## [Problem details]
Below are the records. List every line holding the word "white".

[Stored data entries]
============================================================
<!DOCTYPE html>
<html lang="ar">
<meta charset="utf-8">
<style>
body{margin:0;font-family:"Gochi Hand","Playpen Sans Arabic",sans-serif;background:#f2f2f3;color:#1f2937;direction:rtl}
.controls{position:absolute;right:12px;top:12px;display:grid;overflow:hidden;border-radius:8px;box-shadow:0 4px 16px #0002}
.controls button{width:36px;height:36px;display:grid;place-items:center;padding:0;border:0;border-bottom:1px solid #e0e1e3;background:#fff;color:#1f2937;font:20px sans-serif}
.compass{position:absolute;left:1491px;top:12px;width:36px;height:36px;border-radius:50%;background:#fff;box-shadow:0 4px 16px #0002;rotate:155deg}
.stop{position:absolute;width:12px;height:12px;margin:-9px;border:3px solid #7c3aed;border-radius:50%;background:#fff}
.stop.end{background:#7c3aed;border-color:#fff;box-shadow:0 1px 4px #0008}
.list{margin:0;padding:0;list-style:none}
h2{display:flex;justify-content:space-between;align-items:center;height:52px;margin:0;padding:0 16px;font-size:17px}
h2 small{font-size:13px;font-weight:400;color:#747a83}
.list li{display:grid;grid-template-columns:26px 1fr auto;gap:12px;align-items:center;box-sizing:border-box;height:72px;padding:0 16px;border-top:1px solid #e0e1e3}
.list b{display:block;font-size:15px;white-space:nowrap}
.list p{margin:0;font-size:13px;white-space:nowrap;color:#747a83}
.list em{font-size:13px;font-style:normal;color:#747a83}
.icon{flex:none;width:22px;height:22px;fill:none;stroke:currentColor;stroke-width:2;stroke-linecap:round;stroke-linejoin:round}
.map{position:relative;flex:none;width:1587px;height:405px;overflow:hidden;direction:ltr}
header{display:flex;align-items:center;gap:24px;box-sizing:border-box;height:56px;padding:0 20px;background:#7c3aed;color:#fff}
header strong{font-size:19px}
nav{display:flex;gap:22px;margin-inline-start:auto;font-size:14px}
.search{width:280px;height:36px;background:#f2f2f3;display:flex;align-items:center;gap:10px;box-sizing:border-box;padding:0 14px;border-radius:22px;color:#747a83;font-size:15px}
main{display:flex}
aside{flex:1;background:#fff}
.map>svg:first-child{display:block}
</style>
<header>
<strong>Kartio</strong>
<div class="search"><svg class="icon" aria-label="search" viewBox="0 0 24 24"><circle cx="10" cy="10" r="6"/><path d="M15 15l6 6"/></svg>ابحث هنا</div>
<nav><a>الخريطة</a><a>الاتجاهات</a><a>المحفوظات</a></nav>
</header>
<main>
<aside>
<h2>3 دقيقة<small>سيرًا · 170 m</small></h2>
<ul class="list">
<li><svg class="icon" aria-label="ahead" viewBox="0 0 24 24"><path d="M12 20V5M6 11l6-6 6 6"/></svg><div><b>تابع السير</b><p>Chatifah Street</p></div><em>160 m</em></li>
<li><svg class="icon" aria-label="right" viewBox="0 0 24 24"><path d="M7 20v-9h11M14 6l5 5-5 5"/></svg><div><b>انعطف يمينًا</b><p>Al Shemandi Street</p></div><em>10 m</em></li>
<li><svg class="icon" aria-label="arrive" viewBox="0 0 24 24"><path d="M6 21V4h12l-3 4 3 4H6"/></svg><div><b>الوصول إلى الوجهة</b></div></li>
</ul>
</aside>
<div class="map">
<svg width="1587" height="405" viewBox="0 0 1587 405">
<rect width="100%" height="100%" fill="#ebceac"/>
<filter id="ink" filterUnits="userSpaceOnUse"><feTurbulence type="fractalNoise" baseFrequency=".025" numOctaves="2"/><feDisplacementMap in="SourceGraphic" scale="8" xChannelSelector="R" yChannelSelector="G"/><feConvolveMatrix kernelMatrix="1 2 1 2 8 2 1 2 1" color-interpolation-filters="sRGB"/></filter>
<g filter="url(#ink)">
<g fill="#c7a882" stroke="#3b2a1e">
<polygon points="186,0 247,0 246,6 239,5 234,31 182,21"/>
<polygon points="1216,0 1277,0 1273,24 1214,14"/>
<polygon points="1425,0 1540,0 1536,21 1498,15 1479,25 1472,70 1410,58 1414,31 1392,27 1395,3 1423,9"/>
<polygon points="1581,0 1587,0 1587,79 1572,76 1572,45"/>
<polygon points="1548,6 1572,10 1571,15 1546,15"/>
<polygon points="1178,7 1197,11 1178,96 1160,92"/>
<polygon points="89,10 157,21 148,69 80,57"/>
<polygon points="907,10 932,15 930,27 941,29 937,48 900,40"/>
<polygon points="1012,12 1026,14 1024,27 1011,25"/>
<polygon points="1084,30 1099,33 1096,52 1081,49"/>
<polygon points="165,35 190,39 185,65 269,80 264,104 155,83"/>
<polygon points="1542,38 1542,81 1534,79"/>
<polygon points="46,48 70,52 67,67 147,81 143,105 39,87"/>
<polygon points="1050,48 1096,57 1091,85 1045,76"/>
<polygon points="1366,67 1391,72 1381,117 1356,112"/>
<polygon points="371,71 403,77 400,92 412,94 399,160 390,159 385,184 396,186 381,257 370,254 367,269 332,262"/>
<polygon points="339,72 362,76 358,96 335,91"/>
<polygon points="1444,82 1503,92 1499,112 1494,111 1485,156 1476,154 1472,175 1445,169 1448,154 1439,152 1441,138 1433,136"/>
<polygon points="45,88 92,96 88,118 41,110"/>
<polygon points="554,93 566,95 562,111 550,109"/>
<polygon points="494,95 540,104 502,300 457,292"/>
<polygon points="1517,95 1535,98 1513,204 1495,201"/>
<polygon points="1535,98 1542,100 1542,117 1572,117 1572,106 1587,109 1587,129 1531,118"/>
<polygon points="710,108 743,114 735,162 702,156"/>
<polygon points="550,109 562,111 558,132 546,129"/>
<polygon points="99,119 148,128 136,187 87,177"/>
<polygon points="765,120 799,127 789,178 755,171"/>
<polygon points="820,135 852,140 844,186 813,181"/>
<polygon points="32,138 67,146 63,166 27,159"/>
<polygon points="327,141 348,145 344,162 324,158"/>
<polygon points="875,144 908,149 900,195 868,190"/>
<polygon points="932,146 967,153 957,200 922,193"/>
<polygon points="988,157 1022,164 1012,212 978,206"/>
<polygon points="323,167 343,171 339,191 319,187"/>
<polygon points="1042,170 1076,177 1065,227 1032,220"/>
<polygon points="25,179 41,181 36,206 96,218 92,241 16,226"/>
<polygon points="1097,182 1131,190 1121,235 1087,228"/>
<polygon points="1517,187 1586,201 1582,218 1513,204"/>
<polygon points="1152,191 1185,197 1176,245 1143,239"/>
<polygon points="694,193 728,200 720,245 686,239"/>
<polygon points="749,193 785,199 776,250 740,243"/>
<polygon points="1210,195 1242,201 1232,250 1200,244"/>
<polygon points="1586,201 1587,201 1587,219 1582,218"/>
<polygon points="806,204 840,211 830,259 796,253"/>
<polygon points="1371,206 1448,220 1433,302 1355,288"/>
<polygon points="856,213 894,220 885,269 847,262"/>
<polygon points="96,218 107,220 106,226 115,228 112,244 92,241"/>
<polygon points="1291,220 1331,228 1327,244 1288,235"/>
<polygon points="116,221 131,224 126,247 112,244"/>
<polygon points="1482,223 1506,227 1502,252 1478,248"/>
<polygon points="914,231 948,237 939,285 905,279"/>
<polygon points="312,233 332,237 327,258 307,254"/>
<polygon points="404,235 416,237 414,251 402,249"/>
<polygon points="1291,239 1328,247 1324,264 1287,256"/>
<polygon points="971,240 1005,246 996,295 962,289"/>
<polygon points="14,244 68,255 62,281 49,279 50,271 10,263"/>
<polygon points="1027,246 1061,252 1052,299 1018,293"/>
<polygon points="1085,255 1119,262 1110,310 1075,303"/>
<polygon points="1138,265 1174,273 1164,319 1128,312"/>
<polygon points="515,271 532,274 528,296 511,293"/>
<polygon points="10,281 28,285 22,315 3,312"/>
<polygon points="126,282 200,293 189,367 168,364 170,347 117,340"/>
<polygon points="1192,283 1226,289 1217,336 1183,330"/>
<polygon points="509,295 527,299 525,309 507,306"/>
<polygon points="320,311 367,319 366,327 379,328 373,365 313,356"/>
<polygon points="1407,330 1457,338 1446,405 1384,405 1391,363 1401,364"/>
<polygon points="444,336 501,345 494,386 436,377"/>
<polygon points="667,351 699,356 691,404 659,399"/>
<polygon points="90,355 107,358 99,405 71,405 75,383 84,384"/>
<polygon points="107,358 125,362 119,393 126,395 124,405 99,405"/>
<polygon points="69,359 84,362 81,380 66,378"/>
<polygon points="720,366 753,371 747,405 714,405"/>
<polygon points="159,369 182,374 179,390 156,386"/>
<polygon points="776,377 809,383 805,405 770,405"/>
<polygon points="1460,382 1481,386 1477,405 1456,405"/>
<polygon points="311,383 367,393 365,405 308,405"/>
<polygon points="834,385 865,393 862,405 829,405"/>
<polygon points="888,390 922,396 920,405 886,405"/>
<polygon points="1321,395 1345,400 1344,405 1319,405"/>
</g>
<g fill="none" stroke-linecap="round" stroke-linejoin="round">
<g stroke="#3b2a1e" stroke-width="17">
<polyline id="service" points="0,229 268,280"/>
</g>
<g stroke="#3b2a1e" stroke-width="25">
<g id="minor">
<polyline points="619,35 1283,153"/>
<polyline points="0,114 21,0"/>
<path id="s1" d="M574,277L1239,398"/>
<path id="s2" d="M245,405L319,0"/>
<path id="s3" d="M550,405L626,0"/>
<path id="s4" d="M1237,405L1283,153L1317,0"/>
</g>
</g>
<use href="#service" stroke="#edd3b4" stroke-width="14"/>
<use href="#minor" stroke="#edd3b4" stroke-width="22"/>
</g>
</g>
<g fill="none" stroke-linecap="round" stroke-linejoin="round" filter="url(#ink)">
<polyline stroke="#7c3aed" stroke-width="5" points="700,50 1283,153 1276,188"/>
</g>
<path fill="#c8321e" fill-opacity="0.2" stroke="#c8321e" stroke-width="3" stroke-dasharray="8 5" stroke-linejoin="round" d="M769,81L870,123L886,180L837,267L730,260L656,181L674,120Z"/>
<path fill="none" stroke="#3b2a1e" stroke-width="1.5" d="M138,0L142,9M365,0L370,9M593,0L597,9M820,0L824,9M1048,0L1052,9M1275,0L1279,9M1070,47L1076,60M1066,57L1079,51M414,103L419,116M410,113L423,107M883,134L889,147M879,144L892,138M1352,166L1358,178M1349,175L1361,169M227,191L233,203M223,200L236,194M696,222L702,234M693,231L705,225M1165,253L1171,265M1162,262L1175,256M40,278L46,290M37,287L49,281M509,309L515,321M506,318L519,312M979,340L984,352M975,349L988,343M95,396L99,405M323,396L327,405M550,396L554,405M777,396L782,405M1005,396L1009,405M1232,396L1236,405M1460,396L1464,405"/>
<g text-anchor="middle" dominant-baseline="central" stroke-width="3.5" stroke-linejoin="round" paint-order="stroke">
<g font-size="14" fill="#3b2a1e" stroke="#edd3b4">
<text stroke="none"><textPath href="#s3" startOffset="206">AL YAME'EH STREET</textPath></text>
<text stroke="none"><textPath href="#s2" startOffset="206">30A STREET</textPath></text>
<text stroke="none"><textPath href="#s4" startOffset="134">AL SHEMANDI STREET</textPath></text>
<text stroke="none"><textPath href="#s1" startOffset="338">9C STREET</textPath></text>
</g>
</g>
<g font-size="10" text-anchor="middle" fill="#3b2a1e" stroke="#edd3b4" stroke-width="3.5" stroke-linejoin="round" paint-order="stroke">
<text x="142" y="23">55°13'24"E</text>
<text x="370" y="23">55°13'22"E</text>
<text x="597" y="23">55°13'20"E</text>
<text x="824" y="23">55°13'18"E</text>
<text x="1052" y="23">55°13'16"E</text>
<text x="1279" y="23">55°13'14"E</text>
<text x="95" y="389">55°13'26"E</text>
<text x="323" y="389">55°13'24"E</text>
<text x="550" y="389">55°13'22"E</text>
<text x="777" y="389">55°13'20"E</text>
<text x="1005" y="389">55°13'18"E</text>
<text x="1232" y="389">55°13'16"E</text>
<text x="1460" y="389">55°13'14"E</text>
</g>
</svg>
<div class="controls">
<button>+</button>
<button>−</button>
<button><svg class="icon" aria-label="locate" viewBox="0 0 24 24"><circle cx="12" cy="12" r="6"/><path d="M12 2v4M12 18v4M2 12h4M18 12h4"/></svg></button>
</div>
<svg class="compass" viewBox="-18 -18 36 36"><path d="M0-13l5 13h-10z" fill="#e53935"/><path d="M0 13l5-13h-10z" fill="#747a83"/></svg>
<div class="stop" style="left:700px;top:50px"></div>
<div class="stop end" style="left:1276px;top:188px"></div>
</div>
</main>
============================================================
## [Expected answer]
.list b{display:block;font-size:15px;white-space:nowrap}
.list p{margin:0;font-size:13px;white-space:nowrap;color:#747a83}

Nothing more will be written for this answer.